Just to give some comfort to those who have suffered through a breakup of a marriage, I’ll tell you this experience of mine. I married very hastily, while young and still in college, in order to escape an abusive stalking situation (I was unsuccessful in that, by the way, as I've frequently mentioned on these pages). I soon discovered that the man I had married was latent homosexual, an alcoholic who would drive drunk (brought home once by police), and used our apartment as a crash pad for friends who came from their heroin shooting galleries. Was that a valid marriage? Give me a break. And to add insult to injury, the Catholic priest who married us was found to have had a child by a nun on the side. Was he able to conduct a valid marriage? Give me a break. He should not have been elevating the Holy Presence, say nothing of conducting marriages. I have never considered that a valid marriage by so many measures that I could donate some to other divorcing couples ha.

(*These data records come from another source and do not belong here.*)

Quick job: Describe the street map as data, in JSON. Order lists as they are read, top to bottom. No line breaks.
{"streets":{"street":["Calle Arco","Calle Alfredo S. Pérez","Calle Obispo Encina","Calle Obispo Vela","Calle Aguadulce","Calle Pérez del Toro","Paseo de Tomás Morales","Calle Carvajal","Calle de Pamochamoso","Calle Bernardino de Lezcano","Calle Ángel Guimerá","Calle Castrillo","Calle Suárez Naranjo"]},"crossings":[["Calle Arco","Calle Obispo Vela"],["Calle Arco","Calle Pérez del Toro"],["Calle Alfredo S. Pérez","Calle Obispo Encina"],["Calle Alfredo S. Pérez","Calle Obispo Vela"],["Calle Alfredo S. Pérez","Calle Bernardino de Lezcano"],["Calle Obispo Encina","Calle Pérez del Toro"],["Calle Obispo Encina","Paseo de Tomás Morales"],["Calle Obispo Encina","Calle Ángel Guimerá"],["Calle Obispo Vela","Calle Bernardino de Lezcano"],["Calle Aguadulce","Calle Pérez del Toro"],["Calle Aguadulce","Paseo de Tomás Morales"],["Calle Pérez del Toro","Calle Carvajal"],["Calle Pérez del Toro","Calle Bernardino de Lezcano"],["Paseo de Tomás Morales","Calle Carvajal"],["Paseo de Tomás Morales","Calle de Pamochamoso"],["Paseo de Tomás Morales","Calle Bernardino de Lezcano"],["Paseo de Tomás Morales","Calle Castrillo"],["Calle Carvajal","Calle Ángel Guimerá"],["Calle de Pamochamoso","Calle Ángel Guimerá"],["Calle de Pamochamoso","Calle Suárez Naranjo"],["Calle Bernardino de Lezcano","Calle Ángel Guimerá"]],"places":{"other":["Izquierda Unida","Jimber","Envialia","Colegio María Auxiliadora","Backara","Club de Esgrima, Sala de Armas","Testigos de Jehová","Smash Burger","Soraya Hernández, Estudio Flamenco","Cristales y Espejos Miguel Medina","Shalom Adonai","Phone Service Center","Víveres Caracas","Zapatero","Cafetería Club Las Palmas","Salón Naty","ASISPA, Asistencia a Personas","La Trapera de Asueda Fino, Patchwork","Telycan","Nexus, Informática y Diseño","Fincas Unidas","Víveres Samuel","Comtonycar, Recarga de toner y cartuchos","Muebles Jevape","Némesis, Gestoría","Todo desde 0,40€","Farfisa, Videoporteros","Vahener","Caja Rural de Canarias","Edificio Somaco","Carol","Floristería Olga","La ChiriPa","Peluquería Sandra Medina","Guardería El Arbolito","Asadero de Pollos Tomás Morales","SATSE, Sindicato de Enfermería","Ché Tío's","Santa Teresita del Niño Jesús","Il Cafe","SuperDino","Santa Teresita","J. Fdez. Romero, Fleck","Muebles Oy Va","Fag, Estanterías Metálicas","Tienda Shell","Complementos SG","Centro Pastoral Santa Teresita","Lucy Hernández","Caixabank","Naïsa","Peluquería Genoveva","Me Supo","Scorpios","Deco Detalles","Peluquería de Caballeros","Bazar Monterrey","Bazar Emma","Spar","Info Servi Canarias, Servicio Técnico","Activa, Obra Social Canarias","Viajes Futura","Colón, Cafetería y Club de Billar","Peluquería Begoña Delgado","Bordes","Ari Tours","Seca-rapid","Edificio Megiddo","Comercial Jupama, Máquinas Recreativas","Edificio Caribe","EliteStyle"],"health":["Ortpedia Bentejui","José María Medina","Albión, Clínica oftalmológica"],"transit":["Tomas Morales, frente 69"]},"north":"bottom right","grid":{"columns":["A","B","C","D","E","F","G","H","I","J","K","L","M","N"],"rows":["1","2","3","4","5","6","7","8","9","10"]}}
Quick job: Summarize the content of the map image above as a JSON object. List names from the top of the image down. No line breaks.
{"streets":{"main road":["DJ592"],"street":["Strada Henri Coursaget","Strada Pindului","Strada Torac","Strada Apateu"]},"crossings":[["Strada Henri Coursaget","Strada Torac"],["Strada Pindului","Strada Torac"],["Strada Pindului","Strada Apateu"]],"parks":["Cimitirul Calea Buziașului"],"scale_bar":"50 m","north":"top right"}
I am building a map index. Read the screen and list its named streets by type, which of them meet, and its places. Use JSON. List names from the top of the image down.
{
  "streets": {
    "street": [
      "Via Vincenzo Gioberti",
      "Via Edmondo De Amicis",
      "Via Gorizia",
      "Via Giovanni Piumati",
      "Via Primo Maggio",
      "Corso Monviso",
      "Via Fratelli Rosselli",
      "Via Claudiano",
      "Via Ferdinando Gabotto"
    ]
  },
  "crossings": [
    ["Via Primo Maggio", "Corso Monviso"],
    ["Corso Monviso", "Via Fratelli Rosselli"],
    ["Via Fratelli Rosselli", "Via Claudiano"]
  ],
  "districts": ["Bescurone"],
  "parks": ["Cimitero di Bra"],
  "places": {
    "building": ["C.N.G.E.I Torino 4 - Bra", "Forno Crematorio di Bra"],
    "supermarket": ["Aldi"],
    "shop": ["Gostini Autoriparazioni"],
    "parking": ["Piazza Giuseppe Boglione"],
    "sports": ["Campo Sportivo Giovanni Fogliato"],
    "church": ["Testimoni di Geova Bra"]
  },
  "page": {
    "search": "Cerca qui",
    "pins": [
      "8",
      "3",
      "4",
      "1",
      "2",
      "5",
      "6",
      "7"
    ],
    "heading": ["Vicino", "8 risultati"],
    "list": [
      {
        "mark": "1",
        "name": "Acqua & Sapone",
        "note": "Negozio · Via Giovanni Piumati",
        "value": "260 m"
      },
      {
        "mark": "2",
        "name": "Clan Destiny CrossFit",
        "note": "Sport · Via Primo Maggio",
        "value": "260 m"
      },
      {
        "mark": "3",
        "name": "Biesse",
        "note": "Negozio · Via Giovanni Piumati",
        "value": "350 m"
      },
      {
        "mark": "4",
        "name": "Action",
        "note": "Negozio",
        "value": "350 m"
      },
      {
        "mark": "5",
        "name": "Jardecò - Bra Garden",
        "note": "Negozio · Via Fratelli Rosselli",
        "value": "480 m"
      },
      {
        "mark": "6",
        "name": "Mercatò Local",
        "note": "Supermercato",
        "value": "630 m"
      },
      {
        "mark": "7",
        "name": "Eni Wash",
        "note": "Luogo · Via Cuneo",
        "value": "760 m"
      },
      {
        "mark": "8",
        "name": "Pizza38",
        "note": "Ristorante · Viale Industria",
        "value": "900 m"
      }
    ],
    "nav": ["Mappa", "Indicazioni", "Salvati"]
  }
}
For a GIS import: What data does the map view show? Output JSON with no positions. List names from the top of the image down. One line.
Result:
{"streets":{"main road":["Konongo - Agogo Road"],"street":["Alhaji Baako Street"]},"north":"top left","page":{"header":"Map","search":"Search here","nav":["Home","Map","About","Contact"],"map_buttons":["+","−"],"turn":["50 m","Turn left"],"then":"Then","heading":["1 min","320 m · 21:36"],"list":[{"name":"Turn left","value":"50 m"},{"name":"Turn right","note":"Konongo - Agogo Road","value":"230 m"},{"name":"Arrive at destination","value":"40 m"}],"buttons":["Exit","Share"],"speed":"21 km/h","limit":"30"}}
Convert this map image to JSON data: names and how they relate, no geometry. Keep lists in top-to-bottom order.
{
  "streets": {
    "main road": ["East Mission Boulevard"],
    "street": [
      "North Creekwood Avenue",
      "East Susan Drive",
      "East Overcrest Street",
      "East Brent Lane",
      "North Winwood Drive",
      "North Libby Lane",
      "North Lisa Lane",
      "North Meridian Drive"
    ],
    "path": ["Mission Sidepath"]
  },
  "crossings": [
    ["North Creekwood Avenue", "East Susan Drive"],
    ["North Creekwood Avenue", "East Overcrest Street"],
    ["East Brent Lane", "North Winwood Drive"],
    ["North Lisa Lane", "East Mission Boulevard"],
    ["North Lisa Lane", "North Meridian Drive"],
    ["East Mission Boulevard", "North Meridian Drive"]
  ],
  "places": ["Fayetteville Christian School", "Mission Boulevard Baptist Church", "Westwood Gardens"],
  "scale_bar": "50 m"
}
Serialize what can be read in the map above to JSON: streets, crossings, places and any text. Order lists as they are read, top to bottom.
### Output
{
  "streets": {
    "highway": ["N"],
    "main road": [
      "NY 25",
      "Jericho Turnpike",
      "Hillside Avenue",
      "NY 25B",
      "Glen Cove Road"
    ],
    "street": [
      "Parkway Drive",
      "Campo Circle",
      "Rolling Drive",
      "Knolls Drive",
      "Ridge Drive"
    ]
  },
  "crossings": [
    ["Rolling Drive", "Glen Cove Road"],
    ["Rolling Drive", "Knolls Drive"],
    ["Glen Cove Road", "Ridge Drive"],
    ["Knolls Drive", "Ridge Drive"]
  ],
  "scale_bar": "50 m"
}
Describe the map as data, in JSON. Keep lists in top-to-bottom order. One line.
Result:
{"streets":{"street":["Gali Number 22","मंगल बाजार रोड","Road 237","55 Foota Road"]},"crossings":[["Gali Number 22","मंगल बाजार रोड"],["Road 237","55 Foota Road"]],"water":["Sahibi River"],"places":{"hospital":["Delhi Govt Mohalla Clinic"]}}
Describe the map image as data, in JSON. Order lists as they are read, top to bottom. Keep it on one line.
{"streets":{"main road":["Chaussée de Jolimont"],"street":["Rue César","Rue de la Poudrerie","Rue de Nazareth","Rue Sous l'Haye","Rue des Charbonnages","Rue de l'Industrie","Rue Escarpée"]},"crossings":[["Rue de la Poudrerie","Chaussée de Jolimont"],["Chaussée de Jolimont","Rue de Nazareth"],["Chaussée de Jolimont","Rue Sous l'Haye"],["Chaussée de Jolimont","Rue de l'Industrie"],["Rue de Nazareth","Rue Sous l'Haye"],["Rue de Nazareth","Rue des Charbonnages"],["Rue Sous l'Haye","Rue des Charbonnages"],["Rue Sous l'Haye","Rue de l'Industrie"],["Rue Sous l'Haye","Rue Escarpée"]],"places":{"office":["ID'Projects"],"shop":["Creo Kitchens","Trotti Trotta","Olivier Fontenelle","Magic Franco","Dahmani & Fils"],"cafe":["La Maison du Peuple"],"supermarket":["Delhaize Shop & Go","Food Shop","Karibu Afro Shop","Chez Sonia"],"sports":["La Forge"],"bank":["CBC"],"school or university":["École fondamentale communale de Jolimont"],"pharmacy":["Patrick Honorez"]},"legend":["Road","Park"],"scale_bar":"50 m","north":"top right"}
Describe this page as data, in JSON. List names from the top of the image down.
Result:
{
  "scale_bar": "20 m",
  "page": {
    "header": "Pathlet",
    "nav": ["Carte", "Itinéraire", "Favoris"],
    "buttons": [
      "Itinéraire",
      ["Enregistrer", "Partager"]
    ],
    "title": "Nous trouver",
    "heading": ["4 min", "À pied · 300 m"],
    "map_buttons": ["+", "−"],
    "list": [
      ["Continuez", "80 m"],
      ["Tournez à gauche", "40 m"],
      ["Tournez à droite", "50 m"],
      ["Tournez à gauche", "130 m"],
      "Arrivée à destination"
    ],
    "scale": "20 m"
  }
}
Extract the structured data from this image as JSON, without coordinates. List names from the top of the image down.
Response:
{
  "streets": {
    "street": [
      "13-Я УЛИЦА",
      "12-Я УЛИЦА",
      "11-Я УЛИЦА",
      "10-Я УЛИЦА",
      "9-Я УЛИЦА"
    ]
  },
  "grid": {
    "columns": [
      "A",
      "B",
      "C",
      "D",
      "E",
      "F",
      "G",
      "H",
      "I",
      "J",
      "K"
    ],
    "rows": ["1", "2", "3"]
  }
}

Can you even imagine what Jesus would have said about the “sanctity” of this farce of a “marriage?” And I was going to seek an annulment from the Church that had the sexually marauding priest actually conduct the “marriage?” And I would listen to jibes about being “divorced” and yet still be of the Church? Guess again. Press me and you’ll find I have a more Islamic perspective about putting away a spouse that is so outrageously disrespectful, and what would I surely say about the Church being unjustly conservative about annulment but a blind eye toward unchaste priests? So I thought I would share my thoughts about how I can be so conservative doctrinally yet extremely pragmatic about the reality of the suffering and problems in current times and how the Church needs to get off the dime about it.